**Problem description:**
Filter the entries for lines with the word "Minified".

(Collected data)
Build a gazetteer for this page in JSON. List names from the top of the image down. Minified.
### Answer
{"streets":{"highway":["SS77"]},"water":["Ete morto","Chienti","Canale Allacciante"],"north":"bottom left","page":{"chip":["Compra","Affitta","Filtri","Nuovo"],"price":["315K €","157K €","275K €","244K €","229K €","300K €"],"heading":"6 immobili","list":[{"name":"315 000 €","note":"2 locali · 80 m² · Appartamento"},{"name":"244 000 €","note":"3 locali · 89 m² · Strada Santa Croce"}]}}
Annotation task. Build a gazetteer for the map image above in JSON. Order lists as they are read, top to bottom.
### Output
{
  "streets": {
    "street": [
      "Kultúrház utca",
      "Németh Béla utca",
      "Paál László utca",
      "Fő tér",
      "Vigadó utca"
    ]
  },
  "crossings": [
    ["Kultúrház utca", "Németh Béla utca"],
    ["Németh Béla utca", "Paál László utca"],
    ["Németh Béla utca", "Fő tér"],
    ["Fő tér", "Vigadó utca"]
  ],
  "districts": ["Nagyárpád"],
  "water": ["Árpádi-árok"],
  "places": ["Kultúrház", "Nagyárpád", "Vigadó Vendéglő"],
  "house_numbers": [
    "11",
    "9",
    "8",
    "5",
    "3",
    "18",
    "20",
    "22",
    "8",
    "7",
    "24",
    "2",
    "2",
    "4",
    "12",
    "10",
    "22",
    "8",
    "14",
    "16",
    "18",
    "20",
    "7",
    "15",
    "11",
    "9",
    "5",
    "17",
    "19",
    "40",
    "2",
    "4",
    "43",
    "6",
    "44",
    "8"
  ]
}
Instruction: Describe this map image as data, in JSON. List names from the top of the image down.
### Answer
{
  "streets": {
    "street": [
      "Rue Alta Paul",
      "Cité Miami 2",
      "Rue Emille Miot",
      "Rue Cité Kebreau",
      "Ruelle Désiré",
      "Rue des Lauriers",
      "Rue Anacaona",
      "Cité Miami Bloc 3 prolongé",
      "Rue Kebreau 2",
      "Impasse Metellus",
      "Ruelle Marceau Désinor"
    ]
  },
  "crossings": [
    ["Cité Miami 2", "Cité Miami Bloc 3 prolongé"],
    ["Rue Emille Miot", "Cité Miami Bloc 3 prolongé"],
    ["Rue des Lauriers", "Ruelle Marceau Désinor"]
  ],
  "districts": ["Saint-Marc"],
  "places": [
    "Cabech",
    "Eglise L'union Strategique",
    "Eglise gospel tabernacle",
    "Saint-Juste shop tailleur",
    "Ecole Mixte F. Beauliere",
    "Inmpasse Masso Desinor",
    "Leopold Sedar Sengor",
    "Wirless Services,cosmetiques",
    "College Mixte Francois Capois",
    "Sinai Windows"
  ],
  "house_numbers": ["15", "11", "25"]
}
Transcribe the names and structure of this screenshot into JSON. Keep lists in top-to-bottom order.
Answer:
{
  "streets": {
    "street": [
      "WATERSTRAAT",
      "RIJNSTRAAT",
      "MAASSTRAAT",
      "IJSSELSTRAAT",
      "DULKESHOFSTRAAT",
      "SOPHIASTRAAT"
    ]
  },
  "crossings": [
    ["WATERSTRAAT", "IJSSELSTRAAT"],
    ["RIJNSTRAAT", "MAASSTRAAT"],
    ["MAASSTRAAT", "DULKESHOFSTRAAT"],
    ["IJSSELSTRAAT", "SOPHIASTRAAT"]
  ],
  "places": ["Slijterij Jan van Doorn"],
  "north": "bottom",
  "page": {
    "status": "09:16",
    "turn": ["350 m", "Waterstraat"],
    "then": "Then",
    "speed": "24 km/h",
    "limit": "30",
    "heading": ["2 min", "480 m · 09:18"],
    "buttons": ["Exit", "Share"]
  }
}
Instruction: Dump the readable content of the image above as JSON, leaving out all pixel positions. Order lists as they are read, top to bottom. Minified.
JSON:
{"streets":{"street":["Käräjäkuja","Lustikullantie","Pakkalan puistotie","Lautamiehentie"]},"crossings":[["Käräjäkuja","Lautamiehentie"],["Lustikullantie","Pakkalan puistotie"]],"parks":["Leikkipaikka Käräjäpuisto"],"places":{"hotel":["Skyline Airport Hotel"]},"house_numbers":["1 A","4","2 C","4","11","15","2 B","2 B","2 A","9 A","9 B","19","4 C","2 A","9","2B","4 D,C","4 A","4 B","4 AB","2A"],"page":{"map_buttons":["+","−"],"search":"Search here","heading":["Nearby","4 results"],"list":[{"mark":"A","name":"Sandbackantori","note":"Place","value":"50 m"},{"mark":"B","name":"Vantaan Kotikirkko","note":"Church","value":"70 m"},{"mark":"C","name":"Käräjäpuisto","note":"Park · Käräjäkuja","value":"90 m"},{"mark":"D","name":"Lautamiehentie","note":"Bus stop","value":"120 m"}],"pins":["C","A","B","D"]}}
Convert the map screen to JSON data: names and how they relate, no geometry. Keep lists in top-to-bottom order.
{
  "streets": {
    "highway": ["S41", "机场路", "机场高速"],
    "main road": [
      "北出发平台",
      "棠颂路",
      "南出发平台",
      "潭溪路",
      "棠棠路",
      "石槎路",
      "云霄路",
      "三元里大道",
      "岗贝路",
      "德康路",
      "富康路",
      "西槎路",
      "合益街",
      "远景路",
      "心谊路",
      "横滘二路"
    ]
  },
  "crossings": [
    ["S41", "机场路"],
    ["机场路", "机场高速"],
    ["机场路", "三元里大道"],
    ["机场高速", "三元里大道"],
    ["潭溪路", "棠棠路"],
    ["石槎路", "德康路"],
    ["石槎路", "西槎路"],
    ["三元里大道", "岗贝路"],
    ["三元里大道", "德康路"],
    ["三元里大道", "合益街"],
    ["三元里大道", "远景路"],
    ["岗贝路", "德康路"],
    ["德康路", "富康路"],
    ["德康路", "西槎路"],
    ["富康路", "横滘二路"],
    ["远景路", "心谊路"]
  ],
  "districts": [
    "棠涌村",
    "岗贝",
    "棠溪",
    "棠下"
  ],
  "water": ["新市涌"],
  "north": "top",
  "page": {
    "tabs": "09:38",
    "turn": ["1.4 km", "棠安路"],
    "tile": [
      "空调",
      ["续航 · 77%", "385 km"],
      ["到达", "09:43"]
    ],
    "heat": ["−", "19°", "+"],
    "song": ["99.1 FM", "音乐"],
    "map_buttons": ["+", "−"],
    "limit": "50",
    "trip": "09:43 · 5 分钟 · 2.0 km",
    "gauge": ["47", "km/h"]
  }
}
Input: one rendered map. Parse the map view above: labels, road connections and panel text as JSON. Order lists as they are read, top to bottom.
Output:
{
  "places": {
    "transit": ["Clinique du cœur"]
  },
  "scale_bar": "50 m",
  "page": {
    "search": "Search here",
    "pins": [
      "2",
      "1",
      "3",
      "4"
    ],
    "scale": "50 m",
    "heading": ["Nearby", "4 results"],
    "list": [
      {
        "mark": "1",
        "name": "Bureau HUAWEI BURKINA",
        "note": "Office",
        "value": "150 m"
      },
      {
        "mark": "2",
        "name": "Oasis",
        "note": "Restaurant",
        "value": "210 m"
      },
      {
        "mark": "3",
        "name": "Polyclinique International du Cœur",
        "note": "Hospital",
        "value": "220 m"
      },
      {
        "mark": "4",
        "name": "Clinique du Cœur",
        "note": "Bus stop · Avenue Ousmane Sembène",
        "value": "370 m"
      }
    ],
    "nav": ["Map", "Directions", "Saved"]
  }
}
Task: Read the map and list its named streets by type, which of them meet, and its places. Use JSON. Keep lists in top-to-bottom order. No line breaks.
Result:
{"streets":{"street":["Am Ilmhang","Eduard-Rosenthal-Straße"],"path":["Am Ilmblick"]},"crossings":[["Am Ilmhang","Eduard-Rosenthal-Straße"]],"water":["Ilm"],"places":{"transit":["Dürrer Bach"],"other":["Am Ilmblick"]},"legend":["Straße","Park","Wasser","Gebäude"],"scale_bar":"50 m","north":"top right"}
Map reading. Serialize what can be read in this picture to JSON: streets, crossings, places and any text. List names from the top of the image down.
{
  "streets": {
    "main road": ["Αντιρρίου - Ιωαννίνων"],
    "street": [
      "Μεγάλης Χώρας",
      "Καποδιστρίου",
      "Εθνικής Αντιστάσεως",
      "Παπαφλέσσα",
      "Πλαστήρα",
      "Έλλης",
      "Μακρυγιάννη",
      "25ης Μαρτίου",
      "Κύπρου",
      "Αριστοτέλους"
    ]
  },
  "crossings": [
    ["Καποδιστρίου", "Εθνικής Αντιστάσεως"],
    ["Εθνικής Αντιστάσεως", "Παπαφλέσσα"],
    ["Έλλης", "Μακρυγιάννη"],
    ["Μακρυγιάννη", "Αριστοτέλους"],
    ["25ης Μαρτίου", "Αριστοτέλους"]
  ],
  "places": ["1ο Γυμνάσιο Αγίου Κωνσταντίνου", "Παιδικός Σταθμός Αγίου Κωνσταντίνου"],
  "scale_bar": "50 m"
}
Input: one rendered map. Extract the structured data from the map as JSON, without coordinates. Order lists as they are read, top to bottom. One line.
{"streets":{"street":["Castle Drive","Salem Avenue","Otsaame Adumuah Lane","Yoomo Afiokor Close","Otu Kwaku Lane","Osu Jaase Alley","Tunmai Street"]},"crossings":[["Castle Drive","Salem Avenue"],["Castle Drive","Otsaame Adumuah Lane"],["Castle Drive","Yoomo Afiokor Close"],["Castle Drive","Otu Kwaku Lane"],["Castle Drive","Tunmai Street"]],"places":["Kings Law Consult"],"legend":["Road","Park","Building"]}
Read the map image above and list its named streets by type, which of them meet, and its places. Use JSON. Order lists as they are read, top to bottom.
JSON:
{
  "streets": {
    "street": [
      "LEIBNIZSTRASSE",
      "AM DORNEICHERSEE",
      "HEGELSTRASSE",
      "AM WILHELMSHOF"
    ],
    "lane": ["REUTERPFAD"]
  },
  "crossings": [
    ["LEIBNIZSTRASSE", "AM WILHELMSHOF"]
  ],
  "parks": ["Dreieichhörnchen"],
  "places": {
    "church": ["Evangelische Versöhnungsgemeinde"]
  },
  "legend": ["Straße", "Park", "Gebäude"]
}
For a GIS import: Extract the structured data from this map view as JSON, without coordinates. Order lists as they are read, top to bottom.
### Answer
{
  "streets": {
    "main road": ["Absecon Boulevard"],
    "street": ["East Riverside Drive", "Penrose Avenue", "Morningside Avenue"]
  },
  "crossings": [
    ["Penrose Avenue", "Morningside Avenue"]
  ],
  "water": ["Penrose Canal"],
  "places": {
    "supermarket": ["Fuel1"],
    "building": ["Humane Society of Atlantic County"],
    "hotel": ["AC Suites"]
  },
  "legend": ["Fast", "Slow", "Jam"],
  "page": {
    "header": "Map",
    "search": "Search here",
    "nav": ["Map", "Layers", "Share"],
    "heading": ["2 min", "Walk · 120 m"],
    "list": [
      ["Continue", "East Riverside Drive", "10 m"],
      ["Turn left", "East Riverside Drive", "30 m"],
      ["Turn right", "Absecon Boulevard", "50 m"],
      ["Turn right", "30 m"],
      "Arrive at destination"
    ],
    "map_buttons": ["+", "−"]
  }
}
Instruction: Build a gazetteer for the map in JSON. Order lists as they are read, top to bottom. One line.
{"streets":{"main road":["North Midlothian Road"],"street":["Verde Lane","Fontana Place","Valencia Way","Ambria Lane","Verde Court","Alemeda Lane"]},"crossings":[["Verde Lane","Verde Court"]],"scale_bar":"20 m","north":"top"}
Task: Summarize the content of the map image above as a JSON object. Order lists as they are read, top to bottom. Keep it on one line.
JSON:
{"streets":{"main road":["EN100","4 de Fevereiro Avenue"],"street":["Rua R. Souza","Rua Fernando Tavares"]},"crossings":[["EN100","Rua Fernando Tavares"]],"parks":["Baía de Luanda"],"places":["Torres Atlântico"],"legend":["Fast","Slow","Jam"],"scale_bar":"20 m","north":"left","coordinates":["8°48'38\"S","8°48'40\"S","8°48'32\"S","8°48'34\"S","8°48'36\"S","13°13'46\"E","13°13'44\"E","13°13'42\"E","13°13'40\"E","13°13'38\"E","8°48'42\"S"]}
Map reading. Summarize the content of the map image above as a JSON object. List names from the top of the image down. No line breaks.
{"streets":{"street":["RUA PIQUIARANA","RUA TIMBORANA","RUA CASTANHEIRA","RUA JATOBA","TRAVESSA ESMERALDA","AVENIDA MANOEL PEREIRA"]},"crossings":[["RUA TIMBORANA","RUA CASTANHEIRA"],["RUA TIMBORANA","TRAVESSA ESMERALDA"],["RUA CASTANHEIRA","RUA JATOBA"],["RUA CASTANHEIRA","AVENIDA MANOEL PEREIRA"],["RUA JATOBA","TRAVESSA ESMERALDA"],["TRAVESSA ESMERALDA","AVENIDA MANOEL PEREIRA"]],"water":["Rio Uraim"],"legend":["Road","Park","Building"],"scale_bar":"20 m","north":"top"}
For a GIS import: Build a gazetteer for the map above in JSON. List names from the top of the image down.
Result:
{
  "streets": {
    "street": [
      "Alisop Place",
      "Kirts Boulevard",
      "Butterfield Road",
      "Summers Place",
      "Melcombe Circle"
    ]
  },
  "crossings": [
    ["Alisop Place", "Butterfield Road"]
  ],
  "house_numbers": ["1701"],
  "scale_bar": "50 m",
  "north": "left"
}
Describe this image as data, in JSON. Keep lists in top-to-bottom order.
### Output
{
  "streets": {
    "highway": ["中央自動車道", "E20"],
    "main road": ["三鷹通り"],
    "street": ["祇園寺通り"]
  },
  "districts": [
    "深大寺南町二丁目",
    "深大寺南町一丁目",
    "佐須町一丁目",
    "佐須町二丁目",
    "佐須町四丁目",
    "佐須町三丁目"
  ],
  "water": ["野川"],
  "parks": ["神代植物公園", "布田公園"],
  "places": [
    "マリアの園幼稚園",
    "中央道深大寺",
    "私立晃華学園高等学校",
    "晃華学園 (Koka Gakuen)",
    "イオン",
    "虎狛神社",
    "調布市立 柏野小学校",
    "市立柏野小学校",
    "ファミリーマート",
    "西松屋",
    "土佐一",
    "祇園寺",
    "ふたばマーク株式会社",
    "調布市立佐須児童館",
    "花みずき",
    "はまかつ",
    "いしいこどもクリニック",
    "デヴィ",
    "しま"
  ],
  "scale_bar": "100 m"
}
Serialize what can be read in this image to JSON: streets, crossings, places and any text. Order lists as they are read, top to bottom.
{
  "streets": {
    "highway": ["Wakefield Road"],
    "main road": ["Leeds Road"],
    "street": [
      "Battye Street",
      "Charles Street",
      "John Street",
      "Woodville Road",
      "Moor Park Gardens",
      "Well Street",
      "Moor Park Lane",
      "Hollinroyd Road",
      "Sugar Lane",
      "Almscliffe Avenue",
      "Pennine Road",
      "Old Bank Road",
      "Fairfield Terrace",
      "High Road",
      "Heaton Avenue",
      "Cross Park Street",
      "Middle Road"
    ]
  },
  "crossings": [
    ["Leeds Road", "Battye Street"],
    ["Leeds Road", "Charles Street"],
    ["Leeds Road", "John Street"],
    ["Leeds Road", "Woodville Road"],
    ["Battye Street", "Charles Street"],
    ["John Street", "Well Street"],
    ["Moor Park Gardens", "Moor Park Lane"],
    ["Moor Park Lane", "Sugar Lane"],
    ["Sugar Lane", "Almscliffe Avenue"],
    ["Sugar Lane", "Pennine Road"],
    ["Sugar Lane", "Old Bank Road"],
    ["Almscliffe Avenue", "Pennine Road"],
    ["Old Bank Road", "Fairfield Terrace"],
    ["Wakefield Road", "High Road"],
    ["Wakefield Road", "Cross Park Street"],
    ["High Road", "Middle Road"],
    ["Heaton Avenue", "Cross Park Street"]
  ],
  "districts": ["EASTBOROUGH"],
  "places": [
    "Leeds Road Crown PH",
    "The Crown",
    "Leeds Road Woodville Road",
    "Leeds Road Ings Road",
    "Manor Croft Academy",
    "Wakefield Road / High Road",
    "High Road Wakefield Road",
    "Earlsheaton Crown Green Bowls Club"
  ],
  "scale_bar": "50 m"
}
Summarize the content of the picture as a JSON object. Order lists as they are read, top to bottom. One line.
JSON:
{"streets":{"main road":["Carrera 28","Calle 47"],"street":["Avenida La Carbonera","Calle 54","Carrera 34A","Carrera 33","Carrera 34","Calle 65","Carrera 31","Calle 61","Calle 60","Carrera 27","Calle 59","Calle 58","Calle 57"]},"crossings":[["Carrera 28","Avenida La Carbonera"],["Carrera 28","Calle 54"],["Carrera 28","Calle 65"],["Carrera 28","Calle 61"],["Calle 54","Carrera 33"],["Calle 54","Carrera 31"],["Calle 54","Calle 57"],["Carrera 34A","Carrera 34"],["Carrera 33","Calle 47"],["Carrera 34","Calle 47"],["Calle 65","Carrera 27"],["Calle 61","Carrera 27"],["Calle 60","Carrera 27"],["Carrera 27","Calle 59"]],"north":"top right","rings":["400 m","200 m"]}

**Problem solution:**
Build a gazetteer for this page in JSON. List names from the top of the image down. Minified.
Instruction: Dump the readable content of the image above as JSON, leaving out all pixel positions. Order lists as they are read, top to bottom. Minified.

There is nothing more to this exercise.